Pour compliquer le tout, le Centre Prodh avait en 2009 été blanchi des accusations de Lifesitenews par un rapport de la CECC. Le rapport mentionnait toutefois que l'organisme mexicain, qui milite contre la torture et les emprisonnements abusifs, avait été «imprudent» en participant à une étude sur les droits de l'homme soumise à l'ONU par des ONG mexicains, parmi lesquels se trouvaient des militants pro-choix (l'avortement est illégal au Mexique, sauf à Mexico). Développement et Paix donne environ 30 000$CAN par année au Centre Prodh pour des projets spécifiques, sur un budget total de 21 millions$CAN provenant en grande partie de collectes de fond dans les églises.

«Le père Arriaga ne pouvait pas promettre à Mgr Prendergast que le Centre n'appuyait pas et ne soutenait pas des organismes pro-avortement», explique l'attachée de presse de l'archevêque, Sarah Du Broy. À noter, tant Mgr Prendergast que le père Arriaga sont jésuites.
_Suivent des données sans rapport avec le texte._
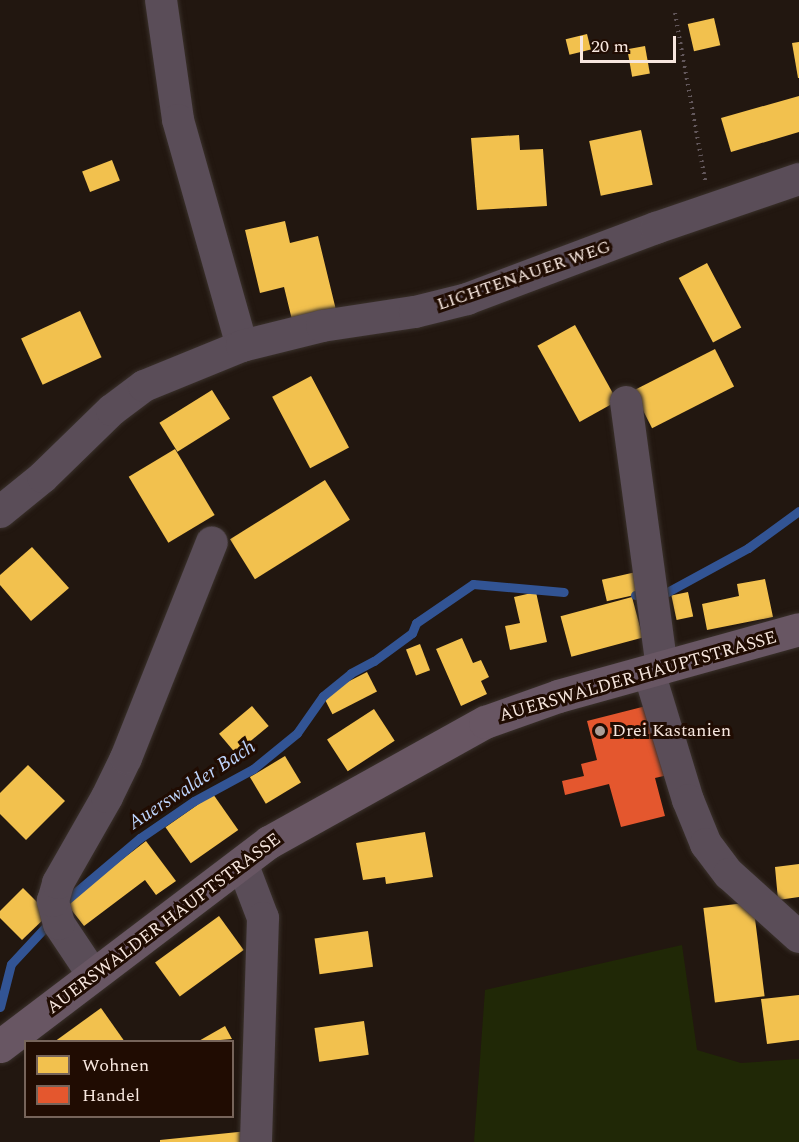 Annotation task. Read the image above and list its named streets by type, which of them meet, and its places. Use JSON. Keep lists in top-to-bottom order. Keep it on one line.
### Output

Le Centre Prodh dans l'embarras

Selon Lifesitenews, le Centre Prodh fait partie des signataires d'une campagne de 2008 contre la recriminalisation de l'avortement dans l'État de Jalisco. En 2007, le Centre Prodh s'est occupé du cas d'une mère-fille de 12 ans de Pachuca à qui la DPJ locale avait interdit de fréquenter l'école et d'avoir un avortement.

Chez Développement et Paix, le directeur, Michael Casey, indique avoir été joint par la CECC, qui lui a indiqué qu'un «cardinal mexicain a fait part de certaines préoccupations au sujet du Centre Prodh». «On ne peut pas appuyer des projets de groupes qui ne sont pas totalement en accord avec l'Église locale. Le rapport de 2009 proposait d'ailleurs de valider nos partenaires avec l'épiscopat local. On est en train de faire ça pour certains groupes, dans divers pays.»

Normand Brault, membre québécois de Développement et Paix, déplore la nécessité de prenre contact avec l'épiscopat local. «Comment voulez-vous que les évêques connaissent tous les ONG?, demande M. Brault. Ça va beaucoup limiter le nombre de projets qu'on peut financer.»